▶ [Exercise objective] Once the pictures have been removed, repeat the remainder of the records exactly.
Start of Block
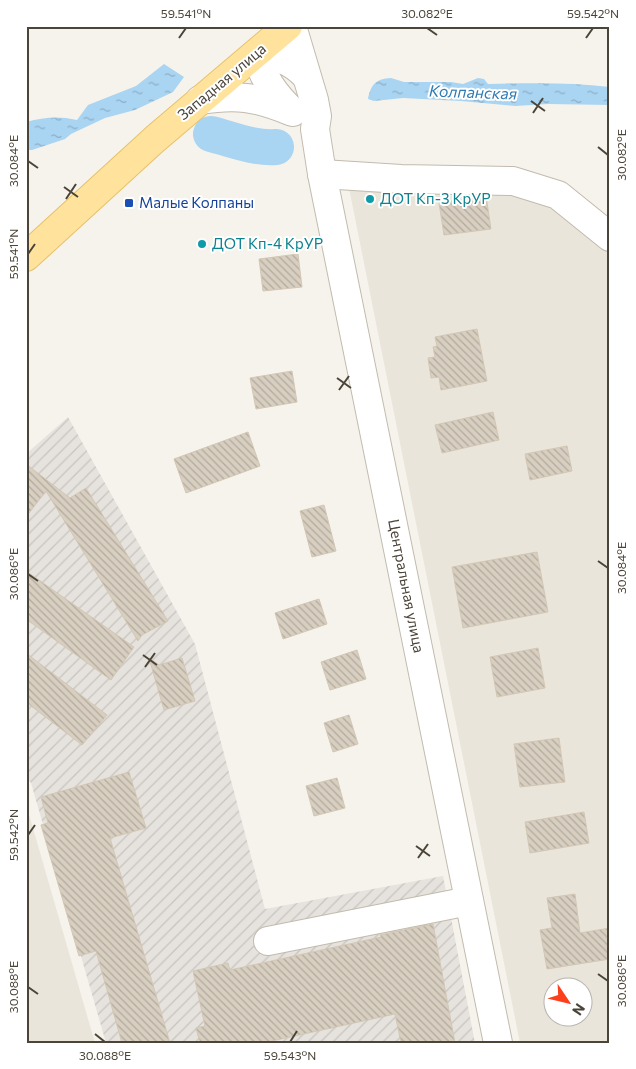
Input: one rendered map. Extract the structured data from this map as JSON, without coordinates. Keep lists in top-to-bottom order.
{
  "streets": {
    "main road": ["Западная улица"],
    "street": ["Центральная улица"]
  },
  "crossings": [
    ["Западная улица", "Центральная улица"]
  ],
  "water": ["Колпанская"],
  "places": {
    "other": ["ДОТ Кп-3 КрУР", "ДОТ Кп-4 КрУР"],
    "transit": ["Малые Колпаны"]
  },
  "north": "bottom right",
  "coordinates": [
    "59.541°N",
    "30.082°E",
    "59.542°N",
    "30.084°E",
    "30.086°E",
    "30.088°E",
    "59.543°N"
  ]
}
End of Block
▶ [Written response]
Input: one rendered map. Extract the structured data from this map as JSON, without coordinates. Keep lists in top-to-bottom order.
{
  "streets": {
    "main road": ["Западная улица"],
    "street": ["Центральная улица"]
  },
  "crossings": [
    ["Западная улица", "Центральная улица"]
  ],
  "water": ["Колпанская"],
  "places": {
    "other": ["ДОТ Кп-3 КрУР", "ДОТ Кп-4 КрУР"],
    "transit": ["Малые Колпаны"]
  },
  "north": "bottom right",
  "coordinates": [
    "59.541°N",
    "30.082°E",
    "59.542°N",
    "30.084°E",
    "30.086°E",
    "30.088°E",
    "59.543°N"
  ]
}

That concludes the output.